A new ‘best way’: how standardisation leads to success in the water sector
Far from unchangeable rules that have been set in stone, standards can be a catalyst for innovation and improvement.
Standards are by their nature specific, offering a best practice approach to everything from water treatment processes to sewer pipe rehabilitation and the materials that should be used.
Australian water utilities have a plethora of standards to draw on. There are global guidelines issued by the International Organization for Standardization (ISO), national guidelines from Standards Australia and the Water Services Association of Australia, not to mention an organisation’s own standards.

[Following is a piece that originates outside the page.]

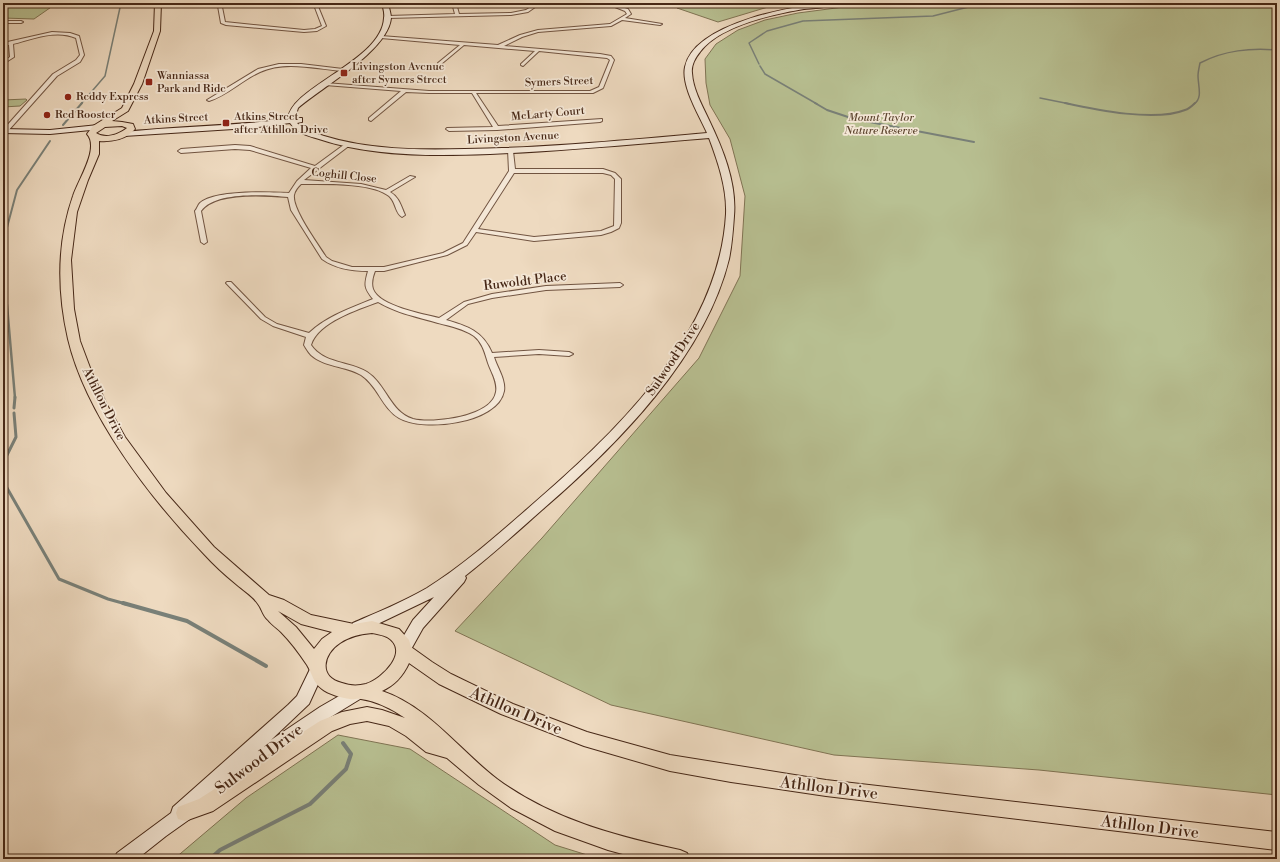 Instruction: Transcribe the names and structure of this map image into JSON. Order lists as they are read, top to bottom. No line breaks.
{"streets":{"main road":["Atkins Street","Livingston Avenue","Sulwood Drive","Athllon Drive"],"street":["Symers Street","McLarty Court","Coghill Close","Ruwoldt Place"]},"crossings":[["Symers Street","McLarty Court"],["Atkins Street","Livingston Avenue"],["Atkins Street","Athllon Drive"],["Livingston Avenue","Sulwood Drive"],["Sulwood Drive","Athllon Drive"]],"parks":["Mount Taylor Nature Reserve"],"places":{"transit":["Livingston Avenue after Symers Street","Wanniassa Park and Ride","Atkins Street after Athllon Drive"],"other":["Reddy Express","Red Rooster"]}} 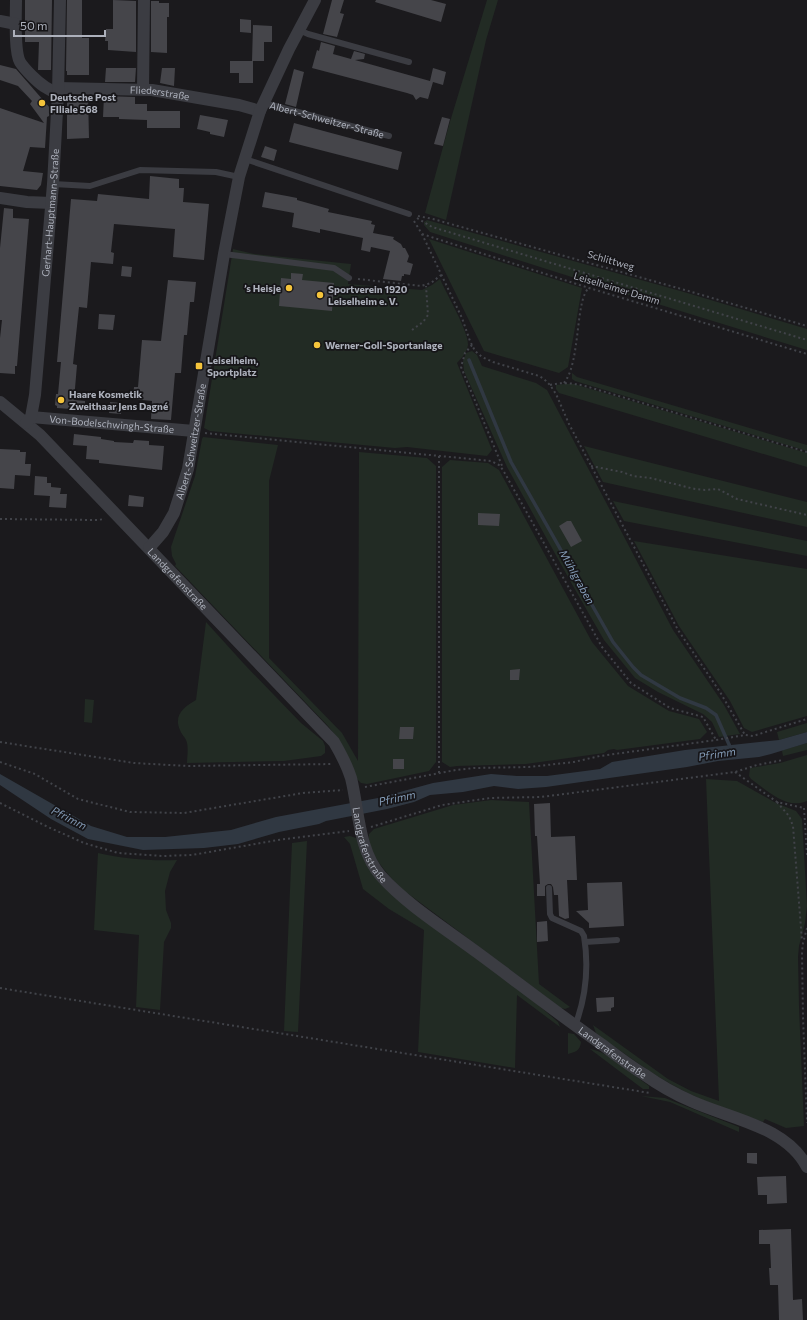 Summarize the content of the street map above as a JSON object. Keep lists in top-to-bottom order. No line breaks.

“Standardisation helps ensure consistency and makes our maintenance and operations simpler,” Sydney Water Service Planning Manager Norbert Schaeper said.
“It means that every time someone goes to a pumping station, they walk into the same configuration. They know there’s a control panel, they know what to expect at the panel, and they know what sort of pump is going to be there and how it will be mounted.”
This consistency helps utilities manage their assets in a more efficient and cost-effective way, said Sydney Water Urban Design and Engineering Manager Ken Wiggins.
“The aim of asset management is to get the most value out of assets and provide the required level of service at the lowest price,” he said.
“If we have consistency, we can understand how assets will perform in the future and predict operating costs.”
A new ‘best way’
Although it’s easy to see standards as a rigid set of rules, Wiggins said good asset management requires changing standards as the industry evolves.
He pointed to sewer pipe rehabilitation, which has been transformed by the emergence of trenchless technologies.
“Over 20 years there has been a progressive increase in the technology we can use for sewer rehabilitation,” Wiggins said.
“Initially there were a few things that didn’t work very well, but the technology looked promising, so specifications were prepared.
“As each new bit of technology comes onto the market, the industry trials it and adopts it as a new standard.”
Without a framework of standards, Schaeper said innovation is at risk of being a one-off improvement rather than a greater benefit.
For example, if someone discovers a better way of lining a pipe, it might improve a single project. But if the approach is written into a new standard, it ensures all future projects will be improved in the same way.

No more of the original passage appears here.